While trying to scrape information from several links, I got the error: Error in open.connection(x, "rb") : HTTP error 404.
I feel like it has something to do with the first part of my for-loop, so I tried changing numbers
from character to numeric, but that did not fix the problem. I also tried advice here, however, it returned more problems.
Think you can spot where I went wrong?
library(rvest)
library(tidyverse)
pageMen = read_html('https://www.bjjcompsystem.com/tournaments/1869/categories')
get_links <- pageMen %>%
html_nodes('.categories-grid__category a') %>%
html_attr('href') %>%
paste0('https://www.bjjcompsystem.com', .)
# extract numerical part of link
numbers = str_sub(get_links, - 7, - 1)
numbers = as.numeric(numbers)
## create empty vector ----------------------------
master1.tree = data.frame()
## Create for loop ---------------------------------
for (i in length(numbers)){
url <- read_html(paste0('https://www.bjjcompsystem.com/tournaments/1869/categories/', i))
ageDivision <- url %>% html_nodes('.category-title__age-division') %>% html_text()

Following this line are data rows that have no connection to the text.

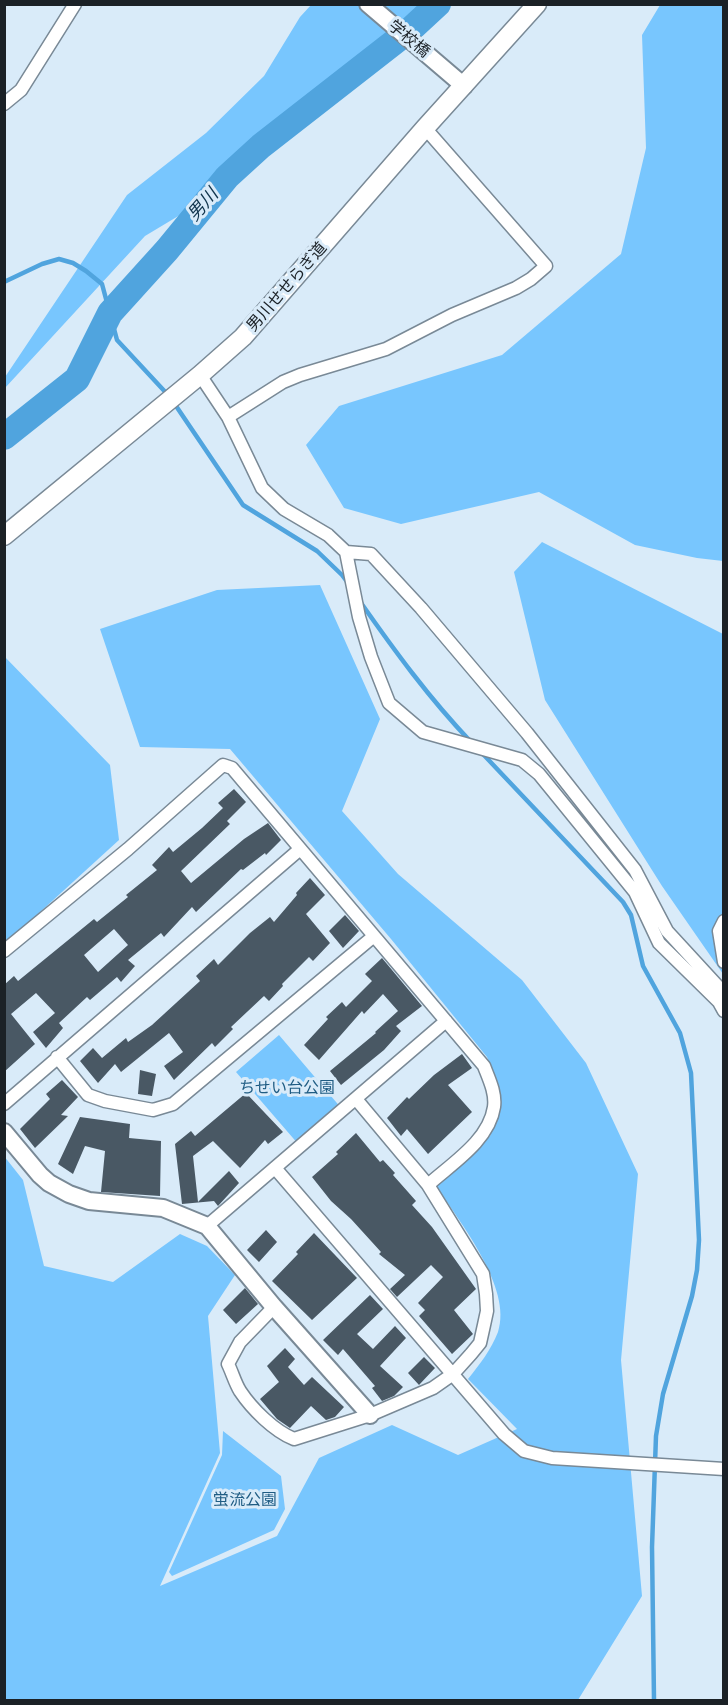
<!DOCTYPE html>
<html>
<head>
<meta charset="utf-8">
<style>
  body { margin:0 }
  #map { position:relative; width:728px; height:1705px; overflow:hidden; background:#d9ebf9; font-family:Figtree,sans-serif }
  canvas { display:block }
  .frame { position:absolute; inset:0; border:6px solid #1b2126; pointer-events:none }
</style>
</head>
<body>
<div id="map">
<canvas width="728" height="1705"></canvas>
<div class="frame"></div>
</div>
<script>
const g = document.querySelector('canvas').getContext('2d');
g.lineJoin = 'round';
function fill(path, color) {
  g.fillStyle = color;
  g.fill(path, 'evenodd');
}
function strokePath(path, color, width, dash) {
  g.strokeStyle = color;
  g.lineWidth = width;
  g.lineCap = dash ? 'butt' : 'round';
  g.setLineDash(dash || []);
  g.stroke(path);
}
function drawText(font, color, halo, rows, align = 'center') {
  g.font = font + ' Figtree,"Noto Sans JP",sans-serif';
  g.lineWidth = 6;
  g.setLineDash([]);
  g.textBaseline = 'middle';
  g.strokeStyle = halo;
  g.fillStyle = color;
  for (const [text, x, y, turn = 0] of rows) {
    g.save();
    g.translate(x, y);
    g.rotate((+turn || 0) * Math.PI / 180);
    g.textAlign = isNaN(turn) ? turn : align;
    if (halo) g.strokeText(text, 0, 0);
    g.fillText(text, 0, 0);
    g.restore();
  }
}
fill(new Path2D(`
  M311,5H423L235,182L145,236L5,388V377L127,195L206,133L264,76L300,17Z
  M660,5H723V561L697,558L635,545L539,492L401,524L344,508L306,445L339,406L502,355L621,254L646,148L642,35Z
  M542,542L723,634V974L662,886L545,700L514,572Z
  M320,585L380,719L342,811L398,874L522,980L586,1063L638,1174L621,1360L642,1596L578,1700H5L4,1156L23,1180L44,1266L113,1282L180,1234L207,1246L235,1275L208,1316L220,1453L160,1586L277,1536L319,1458L392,1425L458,1455L517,1429L468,1379C480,1364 491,1350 498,1332C513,1288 459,1221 436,1186L490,1136L499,1109L498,1083L487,1057L391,939L230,749L140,747L100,629L217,590Z
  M4,656L110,765L119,840L5,944Z
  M279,1035L342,1109L299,1145L236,1072Z
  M223,1431L281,1476L285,1509L274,1530L172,1576L169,1572L222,1455Z`), '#78c6fe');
strokePath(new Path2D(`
  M4,282L42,264L59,259L73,263L86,271L102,284L117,340L169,396
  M174,403L243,505L317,551L342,575L348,583
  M359,600C394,650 429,698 471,742
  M481,752L623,902L631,915L643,966L680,1033L691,1073L699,1240L697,1270L692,1296L663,1394L656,1436L652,1547L654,1700`), '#50a4de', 4.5);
strokePath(new Path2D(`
  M4,437L77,379L110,313L167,250L227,177L261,146L411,29L438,4`), '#50a4de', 26);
fill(new Path2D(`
  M234,789L246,802L227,821L230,824L181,871L191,883L244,839L268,823L281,840L266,855L265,853L243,870L241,869L196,912L192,907L164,937L161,933L128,960L135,966L121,982L117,977L90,1000L87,997L59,1023L63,1028L46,1048L33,1032L55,1013L36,993L11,1014L35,1044L4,1072V985L14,976L18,981L94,919L97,922L128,897L126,895L157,870L152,865L169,847L173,852L202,828L223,808L218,803ZM114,929L128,945L98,972L84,955Z
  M310,878L325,895L306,914L330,943L313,961L309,957L282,984L283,986L269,1001L264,996L231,1027L233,1029L215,1047L212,1043L174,1080L164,1066L183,1052L169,1033L121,1072L115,1064L98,1083L80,1061L93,1048L102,1058L126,1038L128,1042L152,1025L200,981L196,976L214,959L218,965L250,933L270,917L274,922L297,895L296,893Z
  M345,915L359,931L343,948L329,931Z
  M382,958L422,1006L396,1026L401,1031L384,1050L341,1085L330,1071L376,1033L375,1032L398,1011L383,994L364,1014L362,1011L319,1060L304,1045L328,1019L326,1017L342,1002L346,1007L372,981L365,974Z
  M462,1054L472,1068L448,1085L472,1112L428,1154L407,1129L401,1136L387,1118L407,1097L409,1099L434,1075Z
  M140,1070L156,1074L152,1096L138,1094Z
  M62,1080L78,1097L61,1115L68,1116L35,1148L20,1129L50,1099L46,1094Z
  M246,1093L283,1132L268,1144L265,1140L240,1168L213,1141L193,1156L198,1202L229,1171L239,1183L218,1206L214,1201L182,1204L175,1144L191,1131L195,1136Z
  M80,1117L130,1124L129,1138L161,1141L160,1196L101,1192L105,1151L85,1146L73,1174L58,1164Z
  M356,1133L380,1162L383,1160L395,1173L393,1175L416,1201L412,1205L432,1227L476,1289L454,1310L473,1334L452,1354L419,1316L425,1310L418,1303L443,1277L431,1265L397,1297L390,1289L405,1275L379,1254L381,1252L351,1219L331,1201L312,1177L338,1154L336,1152Z
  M266,1230L277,1242L259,1262L247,1250Z
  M314,1233L357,1278L312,1320L272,1281L298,1254L296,1252Z
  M245,1288L258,1304L236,1324L223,1310Z
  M370,1295L383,1309L357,1334L373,1349L395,1326L406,1338L380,1366L403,1387L394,1396L382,1401L372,1388L375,1386L343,1349L338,1355L323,1340Z
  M285,1348L295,1359L288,1367L304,1385L312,1377L344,1407L335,1417L326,1420L311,1406L290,1428L277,1419L260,1399L279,1382L267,1366Z
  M424,1357L435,1368L419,1385L408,1373Z`), '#495864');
const street = new Path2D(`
  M4,104L21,90L75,4
  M200,375L228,417L262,488L284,509L328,535L346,552L359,617L371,657L389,703L423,732L522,760L539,774L635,892L659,943L719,1002L724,1011
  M228,417L283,382L300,375L386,349L452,315L516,288L531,279L546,266L425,128
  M346,552L371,554L421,608L527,733L635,870L667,931L724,993
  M724,921L719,931L724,962
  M4,951L128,849L223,765L232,768L484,1066C489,1079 496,1093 494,1107C489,1141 451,1164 428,1185
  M57,1057L88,1095L105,1101L153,1110L173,1104L374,936
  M4,1104L299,850
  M275,1168L504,1434L524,1451L552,1458L724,1469
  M207,1226L446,1021
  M274,1307L240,1342L228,1364C232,1372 235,1383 240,1391C252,1409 274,1431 294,1439L370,1415L433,1388L453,1374L471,1354L480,1343L484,1325L487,1311L486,1294L483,1274L428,1185L356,1099`);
const secondary = new Path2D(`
  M368,4L464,86
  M4,1132L40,1175L49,1183L69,1194L89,1201L163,1208L207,1226L274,1307L370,1415`);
const primary = new Path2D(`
  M4,536L200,375L243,337L425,128L537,4`);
strokePath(street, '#798996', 15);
strokePath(secondary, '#798996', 20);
strokePath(primary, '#798996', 21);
strokePath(street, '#fff', 12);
strokePath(secondary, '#fff', 16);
strokePath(primary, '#fff', 18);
drawText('16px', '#1b2126', '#d9ebf9', [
  ["学校橋",409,39,40],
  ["男川せせらぎ道",287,287,-49]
]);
drawText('16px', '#1f5c83', '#d9ebf9', [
  ["ちせい台公園",287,1088],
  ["蛍流公園",245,1500]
]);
drawText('italic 18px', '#10344c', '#d9ebf9', [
  ["男川",203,205,-49]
]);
</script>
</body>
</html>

gender <- url %>% html_nodes('.category-title__age-division+ .category-title__label') %>% html_text()
matches = data.frame('division' = ageDivision,'gender' = gender)
master1.tree <- rbind(master1.tree, data.frame(matches))
}
I also ran this, but it did not return the data frame for the scraped data. Instead it printed the results on the screen instead
map_df(get_links, function(i){
url <- read_html(i)
matches <- data.frame(ageDivision <- url %>%
html_nodes('.category-title__age-division') %>% html_text(),
gender <- url %>% html_nodes('.category-title__age-division+ .category-title__label') %>% html_text() )
master1.tree <- rbind(master1.tree, matches)
})